━━ DATA FOR THIS TASK

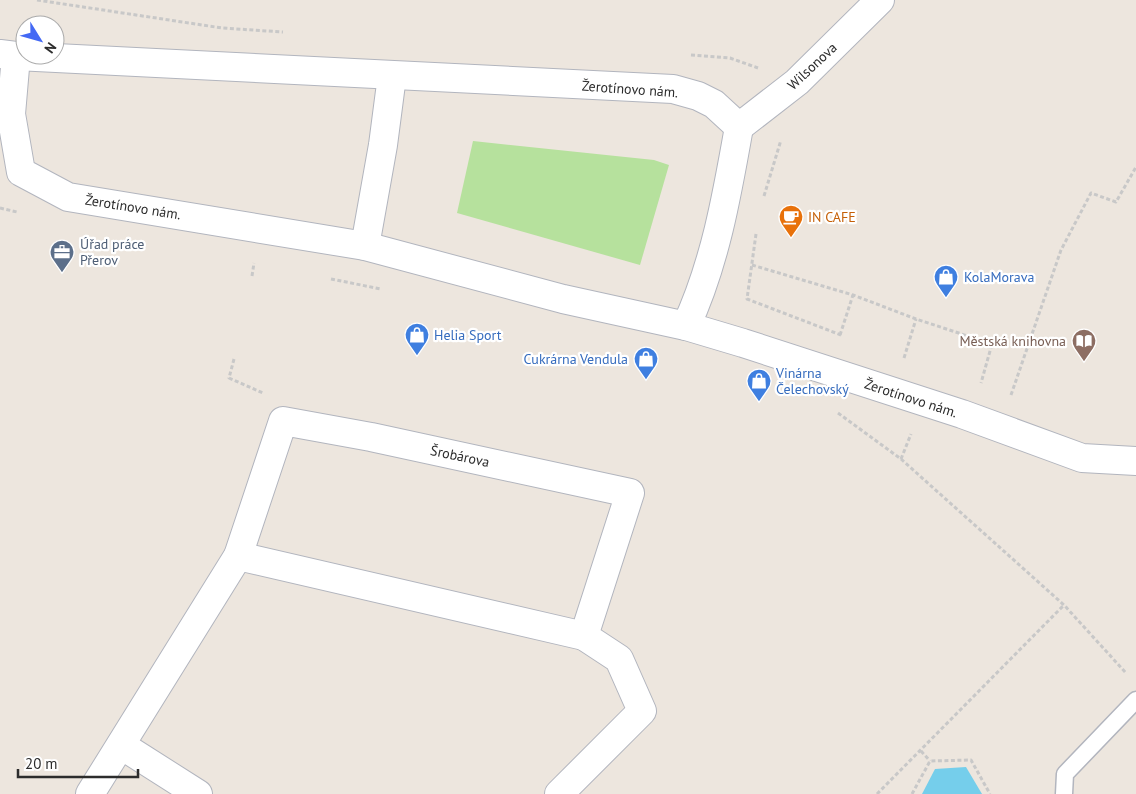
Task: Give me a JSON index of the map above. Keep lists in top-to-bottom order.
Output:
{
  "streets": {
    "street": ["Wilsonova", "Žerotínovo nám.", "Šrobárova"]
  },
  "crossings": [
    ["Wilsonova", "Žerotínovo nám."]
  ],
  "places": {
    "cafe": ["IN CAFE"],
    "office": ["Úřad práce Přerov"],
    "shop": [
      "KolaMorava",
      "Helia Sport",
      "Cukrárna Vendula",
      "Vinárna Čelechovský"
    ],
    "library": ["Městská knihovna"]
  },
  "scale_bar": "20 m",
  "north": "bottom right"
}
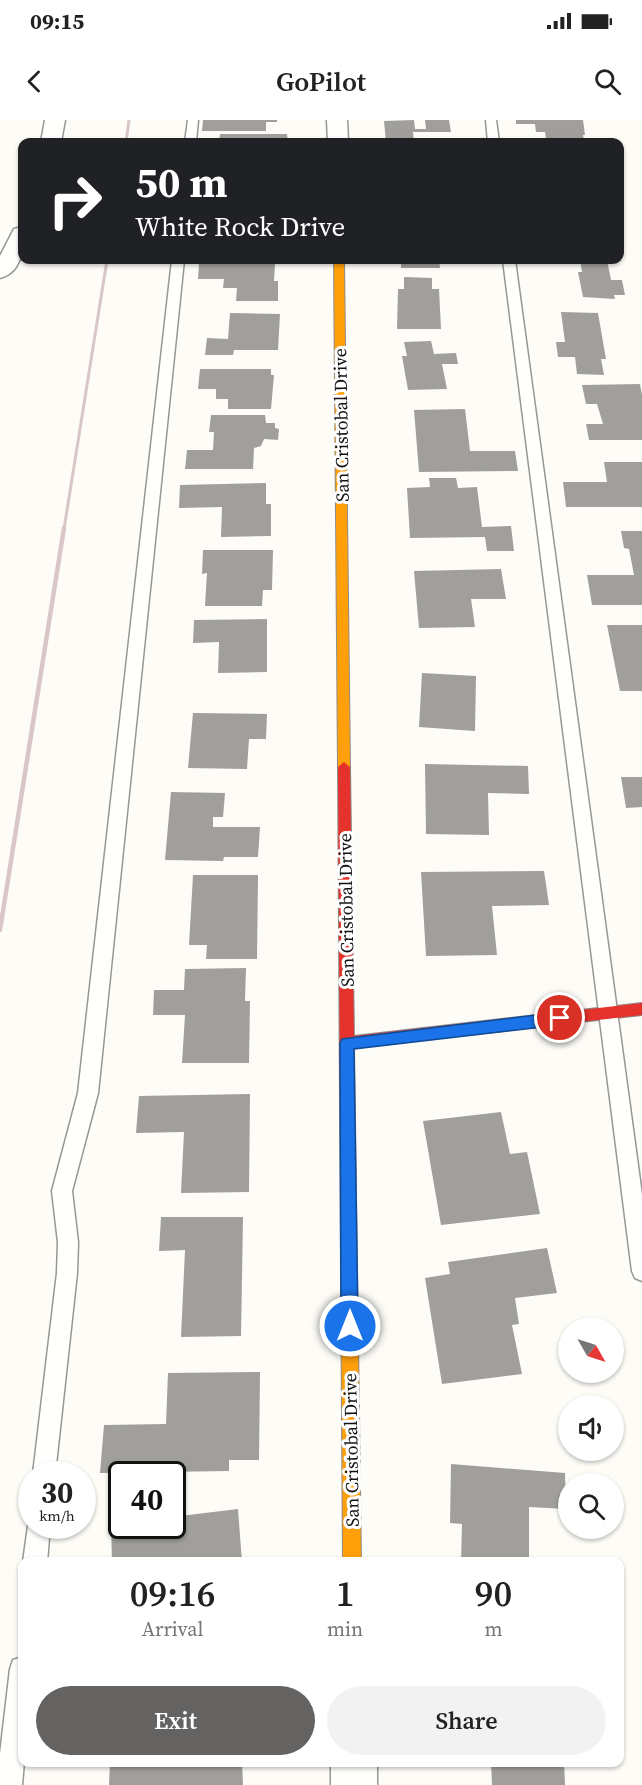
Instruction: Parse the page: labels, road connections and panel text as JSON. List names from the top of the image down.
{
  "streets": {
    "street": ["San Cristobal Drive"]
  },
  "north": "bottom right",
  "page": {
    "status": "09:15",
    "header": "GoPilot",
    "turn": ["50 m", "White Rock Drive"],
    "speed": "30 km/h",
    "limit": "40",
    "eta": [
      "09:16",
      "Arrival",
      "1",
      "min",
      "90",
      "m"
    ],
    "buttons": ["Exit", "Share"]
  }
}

━━━━
━━ DATA FOR THIS TASK

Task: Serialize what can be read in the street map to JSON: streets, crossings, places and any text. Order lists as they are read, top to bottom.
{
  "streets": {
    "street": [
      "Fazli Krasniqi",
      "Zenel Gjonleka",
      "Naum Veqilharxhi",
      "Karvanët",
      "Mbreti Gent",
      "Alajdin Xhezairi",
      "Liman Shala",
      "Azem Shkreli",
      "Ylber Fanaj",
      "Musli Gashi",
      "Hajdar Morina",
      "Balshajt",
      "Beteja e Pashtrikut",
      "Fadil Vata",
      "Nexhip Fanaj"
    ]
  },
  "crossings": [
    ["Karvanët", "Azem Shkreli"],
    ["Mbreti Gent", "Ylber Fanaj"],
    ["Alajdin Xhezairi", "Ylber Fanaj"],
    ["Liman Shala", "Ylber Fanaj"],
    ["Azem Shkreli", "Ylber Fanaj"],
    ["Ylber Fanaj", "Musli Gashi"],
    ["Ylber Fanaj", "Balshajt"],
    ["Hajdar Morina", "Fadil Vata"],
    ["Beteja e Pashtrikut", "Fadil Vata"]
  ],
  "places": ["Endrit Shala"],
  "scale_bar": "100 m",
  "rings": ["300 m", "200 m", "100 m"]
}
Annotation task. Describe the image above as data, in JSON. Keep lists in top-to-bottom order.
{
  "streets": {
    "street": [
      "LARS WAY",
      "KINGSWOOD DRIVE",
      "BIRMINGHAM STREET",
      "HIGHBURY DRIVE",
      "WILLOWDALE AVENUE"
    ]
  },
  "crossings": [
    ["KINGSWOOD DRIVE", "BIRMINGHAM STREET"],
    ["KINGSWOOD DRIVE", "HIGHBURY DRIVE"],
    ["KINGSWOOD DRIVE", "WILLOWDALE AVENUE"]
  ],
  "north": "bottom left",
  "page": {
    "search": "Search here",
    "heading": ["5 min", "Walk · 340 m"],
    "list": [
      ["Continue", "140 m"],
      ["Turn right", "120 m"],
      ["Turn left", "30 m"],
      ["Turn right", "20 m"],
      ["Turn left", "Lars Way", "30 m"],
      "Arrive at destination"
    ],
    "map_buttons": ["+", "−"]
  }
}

━━━━
━━ DATA FOR THIS TASK

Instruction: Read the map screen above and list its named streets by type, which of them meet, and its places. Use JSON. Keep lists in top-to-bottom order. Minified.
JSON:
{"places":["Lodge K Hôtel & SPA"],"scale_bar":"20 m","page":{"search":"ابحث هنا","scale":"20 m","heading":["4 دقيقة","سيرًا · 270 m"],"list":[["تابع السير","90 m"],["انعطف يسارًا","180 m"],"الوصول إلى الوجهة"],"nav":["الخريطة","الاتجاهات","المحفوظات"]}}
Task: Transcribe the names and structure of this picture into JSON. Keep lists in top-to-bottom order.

━━━━

# REQUIRED ACTION
Only the lines above starting with the one with "Instruction: Read the" and going through the one with "Task: Transcribe the" are to be copied, word for word and with both ends kept.

# ANSWER BOX
Instruction: Read the map screen above and list its named streets by type, which of them meet, and its places. Use JSON. Keep lists in top-to-bottom order. Minified.
JSON:
{"places":["Lodge K Hôtel & SPA"],"scale_bar":"20 m","page":{"search":"ابحث هنا","scale":"20 m","heading":["4 دقيقة","سيرًا · 270 m"],"list":[["تابع السير","90 m"],["انعطف يسارًا","180 m"],"الوصول إلى الوجهة"],"nav":["الخريطة","الاتجاهات","المحفوظات"]}}
Task: Transcribe the names and structure of this picture into JSON. Keep lists in top-to-bottom order.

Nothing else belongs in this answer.